Directions for this task: Lines from the one containing "M824 1265C838 1218" to the end of the entries below must be reproduced exactly, with both end lines kept and no other line added.
Segment Start: Record excerpts
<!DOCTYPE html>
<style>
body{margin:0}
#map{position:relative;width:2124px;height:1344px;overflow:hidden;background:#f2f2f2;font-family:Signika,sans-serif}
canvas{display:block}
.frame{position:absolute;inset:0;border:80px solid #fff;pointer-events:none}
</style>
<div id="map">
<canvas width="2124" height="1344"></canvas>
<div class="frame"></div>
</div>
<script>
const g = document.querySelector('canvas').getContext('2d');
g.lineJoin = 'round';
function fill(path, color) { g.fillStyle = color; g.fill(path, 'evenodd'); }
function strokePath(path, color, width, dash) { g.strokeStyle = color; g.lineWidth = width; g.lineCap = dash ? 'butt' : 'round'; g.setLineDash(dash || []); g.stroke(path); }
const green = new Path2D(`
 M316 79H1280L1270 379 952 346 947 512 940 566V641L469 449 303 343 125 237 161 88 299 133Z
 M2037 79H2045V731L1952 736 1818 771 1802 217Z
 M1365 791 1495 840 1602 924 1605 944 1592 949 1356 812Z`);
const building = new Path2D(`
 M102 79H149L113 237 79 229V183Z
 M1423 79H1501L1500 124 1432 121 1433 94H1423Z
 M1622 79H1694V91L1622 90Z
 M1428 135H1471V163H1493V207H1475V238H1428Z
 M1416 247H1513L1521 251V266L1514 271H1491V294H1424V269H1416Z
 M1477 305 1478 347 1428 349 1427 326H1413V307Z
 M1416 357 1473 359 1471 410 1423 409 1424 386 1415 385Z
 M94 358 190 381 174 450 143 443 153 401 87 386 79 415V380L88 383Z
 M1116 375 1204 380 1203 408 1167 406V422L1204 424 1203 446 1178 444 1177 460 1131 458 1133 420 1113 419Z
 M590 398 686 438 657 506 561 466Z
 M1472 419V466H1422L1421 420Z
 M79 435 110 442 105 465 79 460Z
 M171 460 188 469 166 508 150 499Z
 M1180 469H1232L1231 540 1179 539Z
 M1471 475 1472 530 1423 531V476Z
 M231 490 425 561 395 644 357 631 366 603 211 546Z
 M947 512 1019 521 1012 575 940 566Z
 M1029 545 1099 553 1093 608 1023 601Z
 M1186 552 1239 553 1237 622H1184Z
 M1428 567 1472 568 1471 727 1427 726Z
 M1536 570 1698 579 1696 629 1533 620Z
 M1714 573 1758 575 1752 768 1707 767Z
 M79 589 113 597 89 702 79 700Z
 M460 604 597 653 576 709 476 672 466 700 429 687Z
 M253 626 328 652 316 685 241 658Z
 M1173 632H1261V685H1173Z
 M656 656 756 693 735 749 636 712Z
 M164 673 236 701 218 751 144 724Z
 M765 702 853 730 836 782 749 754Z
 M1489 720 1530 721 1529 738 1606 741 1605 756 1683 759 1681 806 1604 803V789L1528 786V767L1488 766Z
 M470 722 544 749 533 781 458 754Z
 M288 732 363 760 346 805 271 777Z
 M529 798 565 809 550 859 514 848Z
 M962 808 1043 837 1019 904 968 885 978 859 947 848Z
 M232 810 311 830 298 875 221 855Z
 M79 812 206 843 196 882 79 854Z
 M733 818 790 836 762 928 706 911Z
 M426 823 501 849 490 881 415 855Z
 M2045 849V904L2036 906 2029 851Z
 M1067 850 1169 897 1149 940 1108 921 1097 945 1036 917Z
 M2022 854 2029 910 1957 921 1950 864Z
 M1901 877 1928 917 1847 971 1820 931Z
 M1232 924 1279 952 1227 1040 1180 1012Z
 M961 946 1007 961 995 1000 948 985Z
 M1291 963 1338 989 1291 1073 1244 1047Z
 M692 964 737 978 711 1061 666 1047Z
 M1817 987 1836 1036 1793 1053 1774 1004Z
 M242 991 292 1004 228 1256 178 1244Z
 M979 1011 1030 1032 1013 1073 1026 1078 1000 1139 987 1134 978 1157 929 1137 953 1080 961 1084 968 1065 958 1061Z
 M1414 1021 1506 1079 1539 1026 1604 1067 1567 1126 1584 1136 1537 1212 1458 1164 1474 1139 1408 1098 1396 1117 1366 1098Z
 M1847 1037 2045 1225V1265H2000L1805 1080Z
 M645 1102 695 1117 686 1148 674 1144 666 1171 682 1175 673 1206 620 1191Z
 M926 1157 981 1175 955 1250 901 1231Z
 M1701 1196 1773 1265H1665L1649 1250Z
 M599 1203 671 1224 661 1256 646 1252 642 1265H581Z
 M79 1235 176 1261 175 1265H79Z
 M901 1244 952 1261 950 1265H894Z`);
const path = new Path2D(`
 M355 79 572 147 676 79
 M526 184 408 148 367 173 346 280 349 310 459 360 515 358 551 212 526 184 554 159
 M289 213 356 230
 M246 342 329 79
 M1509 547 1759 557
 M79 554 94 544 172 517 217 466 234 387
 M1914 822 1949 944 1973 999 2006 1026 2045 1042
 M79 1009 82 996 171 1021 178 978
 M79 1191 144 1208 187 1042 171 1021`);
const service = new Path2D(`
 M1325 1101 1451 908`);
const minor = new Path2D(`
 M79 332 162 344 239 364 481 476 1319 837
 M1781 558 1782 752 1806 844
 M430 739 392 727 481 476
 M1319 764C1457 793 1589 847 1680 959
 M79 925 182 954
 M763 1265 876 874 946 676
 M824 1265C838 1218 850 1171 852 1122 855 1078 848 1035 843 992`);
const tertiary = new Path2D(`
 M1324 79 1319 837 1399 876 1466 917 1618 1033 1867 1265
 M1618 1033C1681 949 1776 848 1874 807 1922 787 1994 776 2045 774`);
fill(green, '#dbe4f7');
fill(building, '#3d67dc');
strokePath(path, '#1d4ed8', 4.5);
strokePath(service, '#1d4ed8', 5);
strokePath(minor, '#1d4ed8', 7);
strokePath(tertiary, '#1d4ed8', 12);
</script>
Segment End: Record excerpts
Result for this task:
 M824 1265C838 1218 850 1171 852 1122 855 1078 848 1035 843 992`);
const tertiary = new Path2D(`
 M1324 79 1319 837 1399 876 1466 917 1618 1033 1867 1265
 M1618 1033C1681 949 1776 848 1874 807 1922 787 1994 776 2045 774`);
fill(green, '#dbe4f7');
fill(building, '#3d67dc');
strokePath(path, '#1d4ed8', 4.5);
strokePath(service, '#1d4ed8', 5);
strokePath(minor, '#1d4ed8', 7);
strokePath(tertiary, '#1d4ed8', 12);
</script>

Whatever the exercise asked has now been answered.